DATA EXTRACTS below:

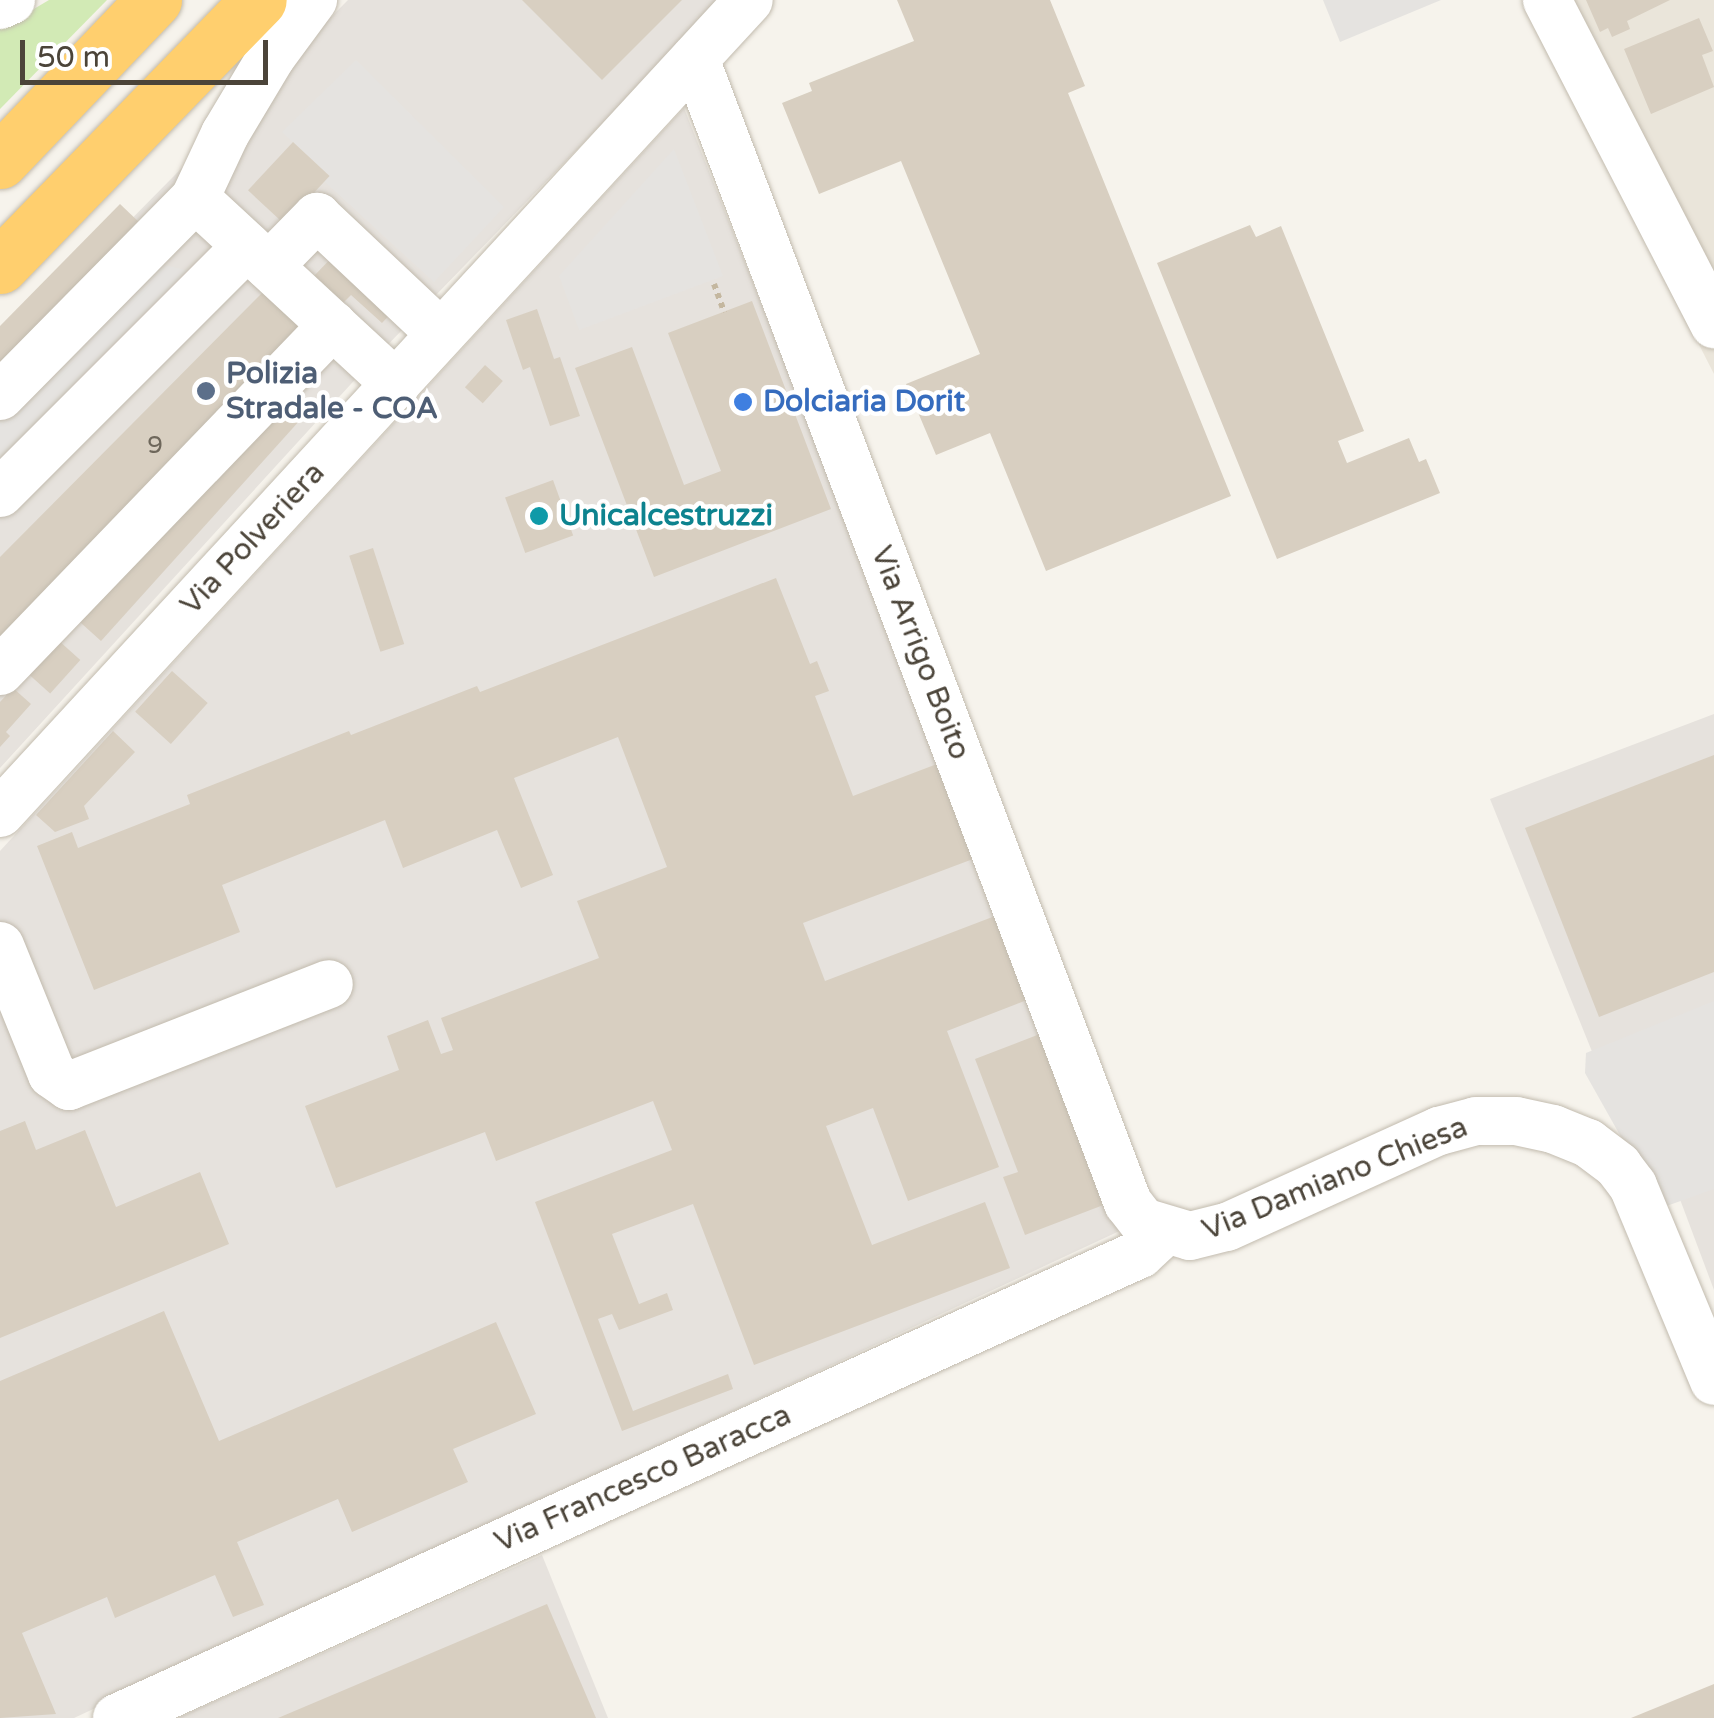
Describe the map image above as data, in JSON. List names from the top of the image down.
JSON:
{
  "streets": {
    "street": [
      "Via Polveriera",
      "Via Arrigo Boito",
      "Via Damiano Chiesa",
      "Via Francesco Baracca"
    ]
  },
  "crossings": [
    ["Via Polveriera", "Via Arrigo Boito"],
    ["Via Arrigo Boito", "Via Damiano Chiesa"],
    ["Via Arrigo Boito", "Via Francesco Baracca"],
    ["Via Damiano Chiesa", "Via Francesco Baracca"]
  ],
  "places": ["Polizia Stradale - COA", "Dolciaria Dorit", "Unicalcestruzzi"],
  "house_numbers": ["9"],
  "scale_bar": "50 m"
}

End of DATA EXTRACTS.
DATA EXTRACTS below:

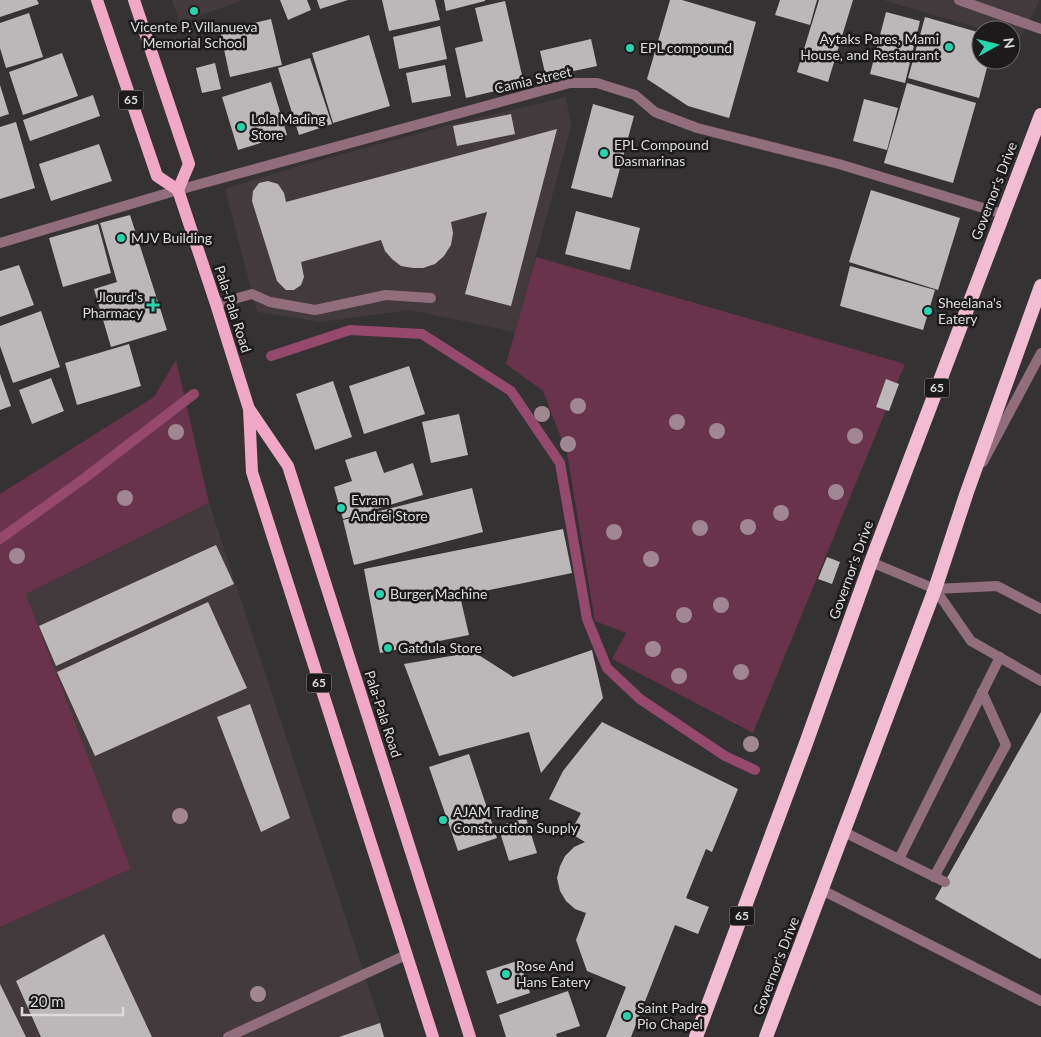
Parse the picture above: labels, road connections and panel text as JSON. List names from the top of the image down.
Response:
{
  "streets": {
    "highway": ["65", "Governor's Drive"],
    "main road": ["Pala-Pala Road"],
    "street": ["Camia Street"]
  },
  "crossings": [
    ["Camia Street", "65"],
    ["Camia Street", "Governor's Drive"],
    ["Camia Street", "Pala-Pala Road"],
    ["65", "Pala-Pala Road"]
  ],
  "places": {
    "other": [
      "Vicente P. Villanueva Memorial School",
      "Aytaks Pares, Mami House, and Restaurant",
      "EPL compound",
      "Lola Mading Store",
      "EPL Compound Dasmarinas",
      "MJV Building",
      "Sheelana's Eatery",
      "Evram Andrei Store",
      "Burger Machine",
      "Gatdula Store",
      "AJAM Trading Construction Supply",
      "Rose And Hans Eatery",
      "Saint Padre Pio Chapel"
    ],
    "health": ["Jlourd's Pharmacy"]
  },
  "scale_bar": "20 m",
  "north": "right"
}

End of DATA EXTRACTS.
DATA EXTRACTS below:

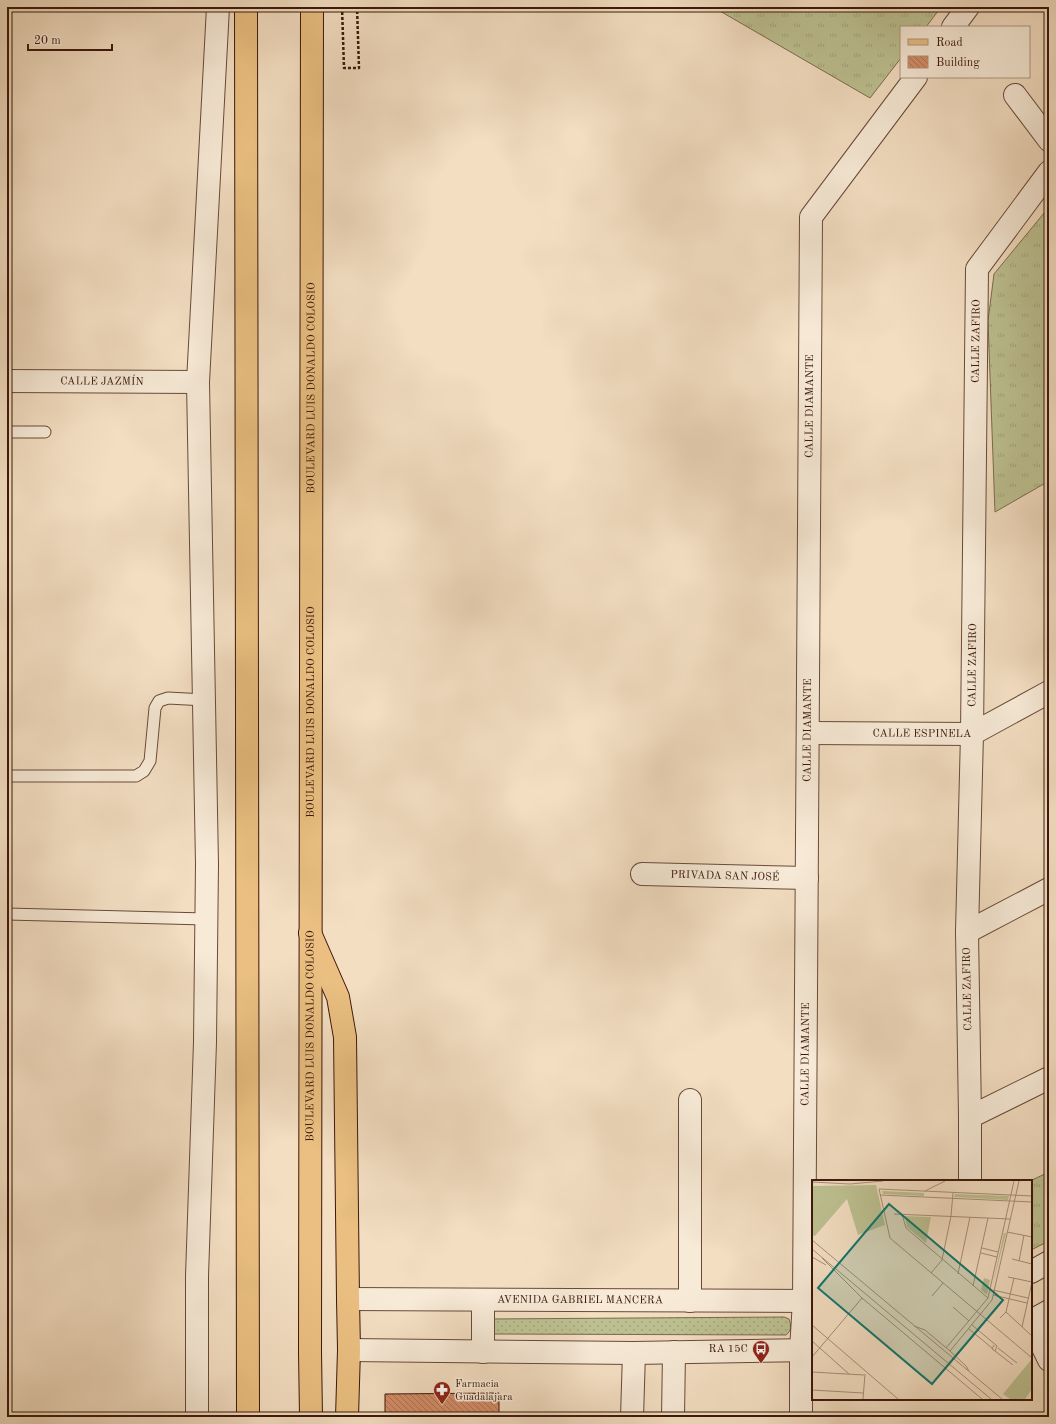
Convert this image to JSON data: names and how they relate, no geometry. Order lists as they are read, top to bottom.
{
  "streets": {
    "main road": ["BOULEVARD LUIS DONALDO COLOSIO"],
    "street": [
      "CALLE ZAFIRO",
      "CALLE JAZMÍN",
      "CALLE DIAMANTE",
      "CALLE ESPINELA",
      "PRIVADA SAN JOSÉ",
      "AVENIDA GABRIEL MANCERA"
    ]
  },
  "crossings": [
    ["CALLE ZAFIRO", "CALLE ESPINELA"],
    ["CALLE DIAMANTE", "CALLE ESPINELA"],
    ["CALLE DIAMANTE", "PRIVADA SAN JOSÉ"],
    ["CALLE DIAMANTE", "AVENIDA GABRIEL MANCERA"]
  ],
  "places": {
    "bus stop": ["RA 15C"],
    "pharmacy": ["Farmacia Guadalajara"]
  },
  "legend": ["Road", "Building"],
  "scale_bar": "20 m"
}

End of DATA EXTRACTS.

#### [ACTION ITEM]
Retrieve each line of the data in which the word "down" can be found.

#### [WRITTEN REPLY]
Describe the map image above as data, in JSON. List names from the top of the image down.
Parse the picture above: labels, road connections and panel text as JSON. List names from the top of the image down.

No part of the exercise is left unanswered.